-- Problem requirements --
I would like every line of the records below that contains the word "names" copied.

Saved entries:
##########

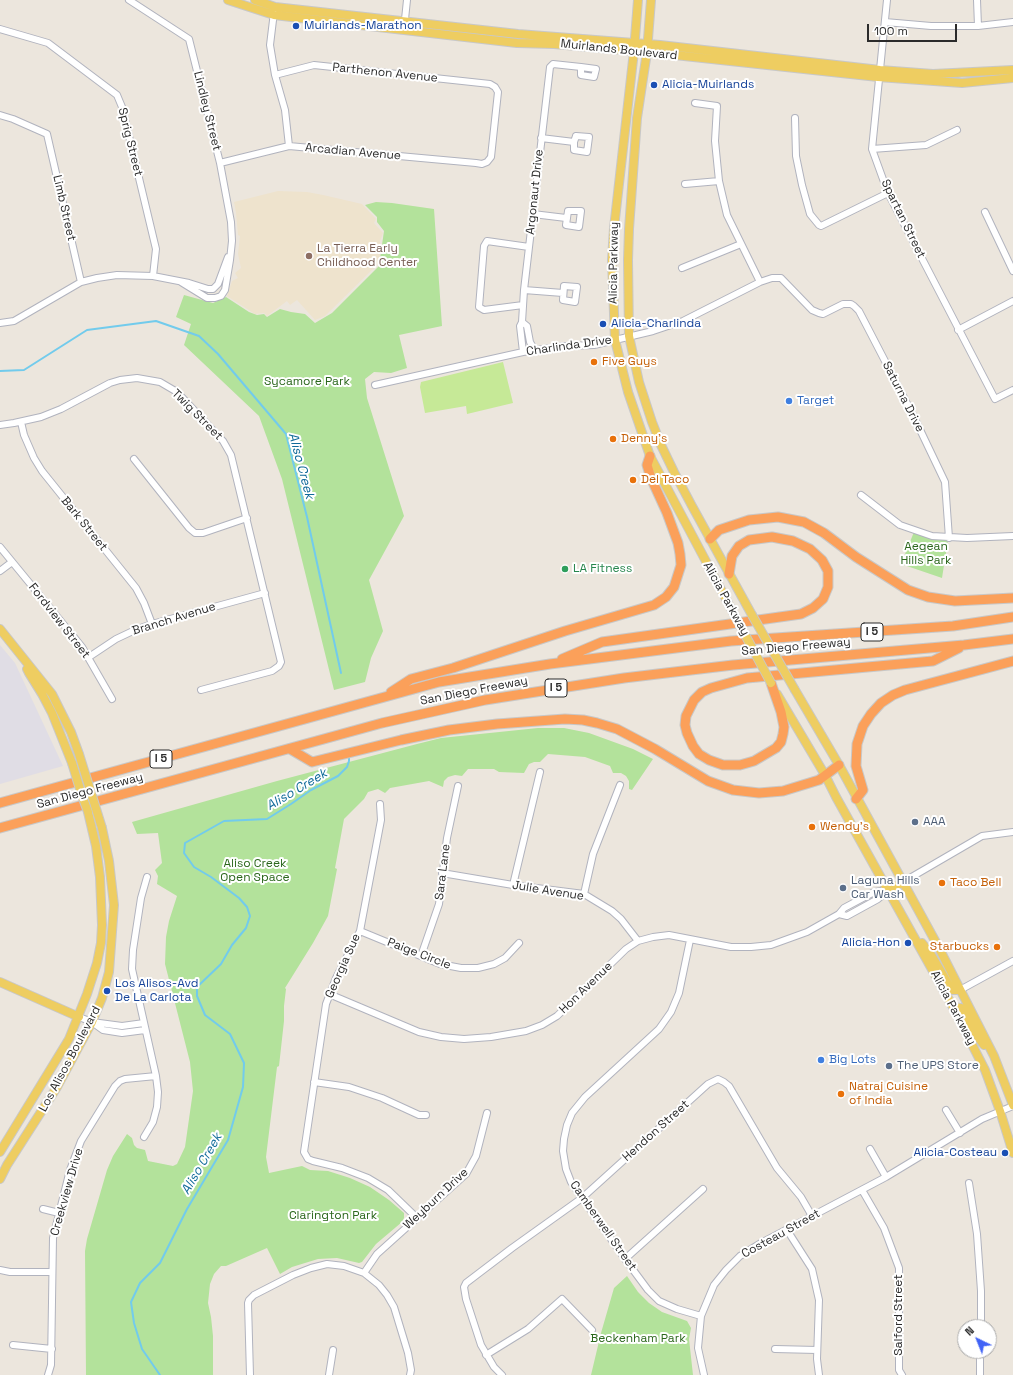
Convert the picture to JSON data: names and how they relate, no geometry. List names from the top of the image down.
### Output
{
  "streets": {
    "highway": ["I 5", "San Diego Freeway"],
    "main road": ["Muirlands Boulevard", "Alicia Parkway", "Los Alisos Boulevard"],
    "street": [
      "Parthenon Avenue",
      "Lindley Street",
      "Sprig Street",
      "Arcadian Avenue",
      "Argonaut Drive",
      "Limb Street",
      "Spartan Street",
      "Charlinda Drive",
      "Saturna Drive",
      "Twig Street",
      "Bark Street",
      "Branch Avenue",
      "Fordview Street",
      "Sara Lane",
      "Julie Avenue",
      "Paige Circle",
      "Georgia Sue",
      "Hon Avenue",
      "Hendon Street",
      "Creekview Drive",
      "Weyburn Drive",
      "Camberwell Street",
      "Costeau Street",
      "Salford Street"
    ]
  },
  "crossings": [
    ["Muirlands Boulevard", "Spartan Street"],
    ["Muirlands Boulevard", "Alicia Parkway"],
    ["Parthenon Avenue", "Arcadian Avenue"],
    ["Lindley Street", "Arcadian Avenue"],
    ["Argonaut Drive", "Charlinda Drive"],
    ["Alicia Parkway", "Charlinda Drive"],
    ["Alicia Parkway", "Hon Avenue"],
    ["Alicia Parkway", "Costeau Street"],
    ["Charlinda Drive", "Saturna Drive"],
    ["Twig Street", "Bark Street"],
    ["Twig Street", "Branch Avenue"],
    ["Bark Street", "Branch Avenue"],
    ["Branch Avenue", "Fordview Street"],
    ["Sara Lane", "Julie Avenue"],
    ["Sara Lane", "Paige Circle"],
    ["Julie Avenue", "Hon Avenue"],
    ["Paige Circle", "Georgia Sue"],
    ["Georgia Sue", "Hon Avenue"],
    ["Georgia Sue", "Weyburn Drive"],
    ["Hon Avenue", "Camberwell Street"],
    ["Hendon Street", "Camberwell Street"],
    ["Hendon Street", "Costeau Street"],
    ["Camberwell Street", "Costeau Street"],
    ["Costeau Street", "Salford Street"]
  ],
  "water": ["Aliso Creek"],
  "parks": [
    "Sycamore Park",
    "Aegean Hills Park",
    "Aliso Creek Open Space",
    "Clarington Park",
    "Beckenham Park"
  ],
  "places": [
    "Muirlands-Marathon",
    "Alicia-Muirlands",
    "La Tierra Early Childhood Center",
    "Alicia-Charlinda",
    "Five Guys",
    "Target",
    "Denny's",
    "Del Taco",
    "LA Fitness",
    "AAA",
    "Wendy's",
    "Taco Bell",
    "Laguna Hills Car Wash",
    "Alicia-Hon",
    "Starbucks",
    "Los Alisos-Avd De La Carlota",
    "Big Lots",
    "The UPS Store",
    "Natraj Cuisine of India",
    "Alicia-Costeau"
  ],
  "scale_bar": "100 m",
  "north": "top left"
}
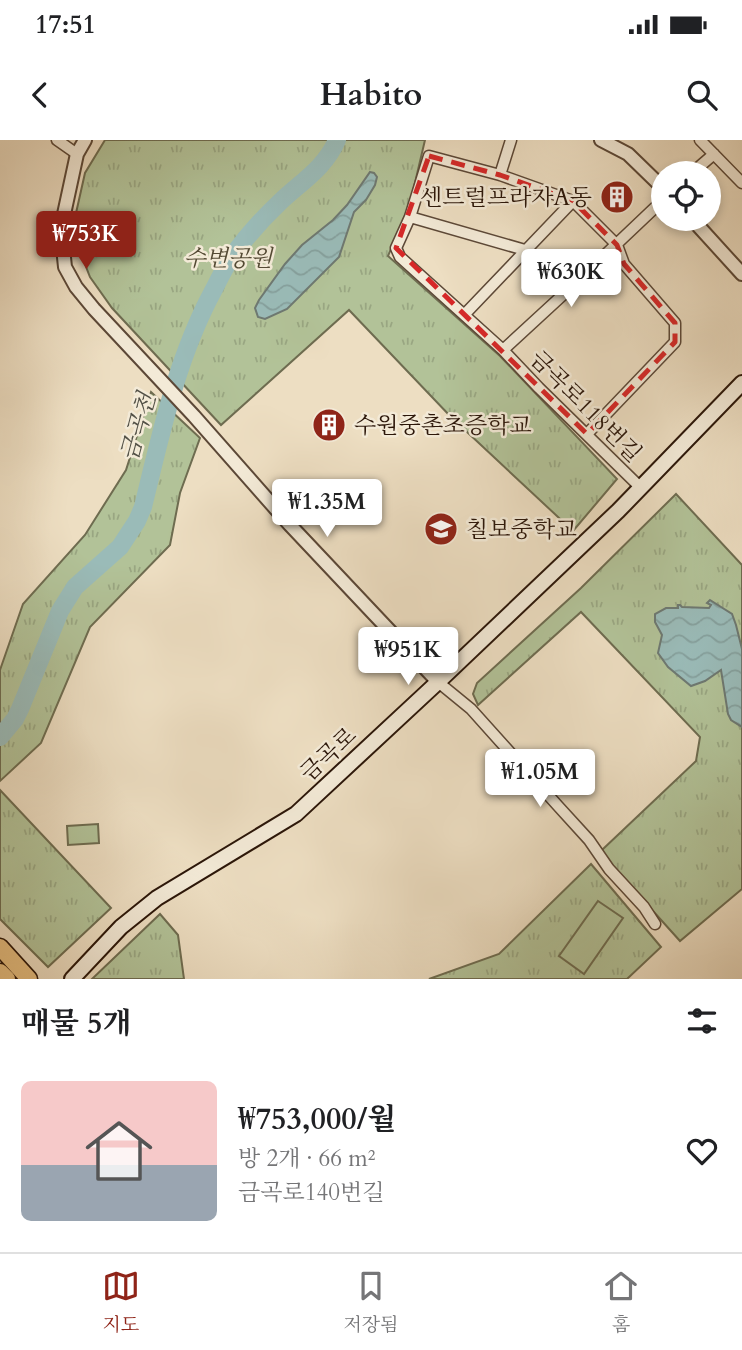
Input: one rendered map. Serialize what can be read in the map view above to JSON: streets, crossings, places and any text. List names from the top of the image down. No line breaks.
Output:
{"streets":{"main road":["금곡로"],"street":["금곡로118번길"]},"crossings":[["금곡로118번길","금곡로"]],"water":["금곡천"],"parks":["수변공원"],"places":{"building":["센트럴프라자A동","수원중촌초증학교"],"school or university":["칠보중학교"]},"page":{"status":"17:51","header":"Habito","price":["₩753K","₩630K","₩1.35M","₩951K","₩1.05M"],"heading":"매물 5개","list":[{"name":"₩753,000/월","note":"방 2개 · 66 m² · 금곡로140번길"}],"tabs":["지도","저장됨","홈"]}}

##########

-- Finished exercise --
Convert the picture to JSON data: names and how they relate, no geometry. List names from the top of the image down.
Input: one rendered map. Serialize what can be read in the map view above to JSON: streets, crossings, places and any text. List names from the top of the image down. No line breaks.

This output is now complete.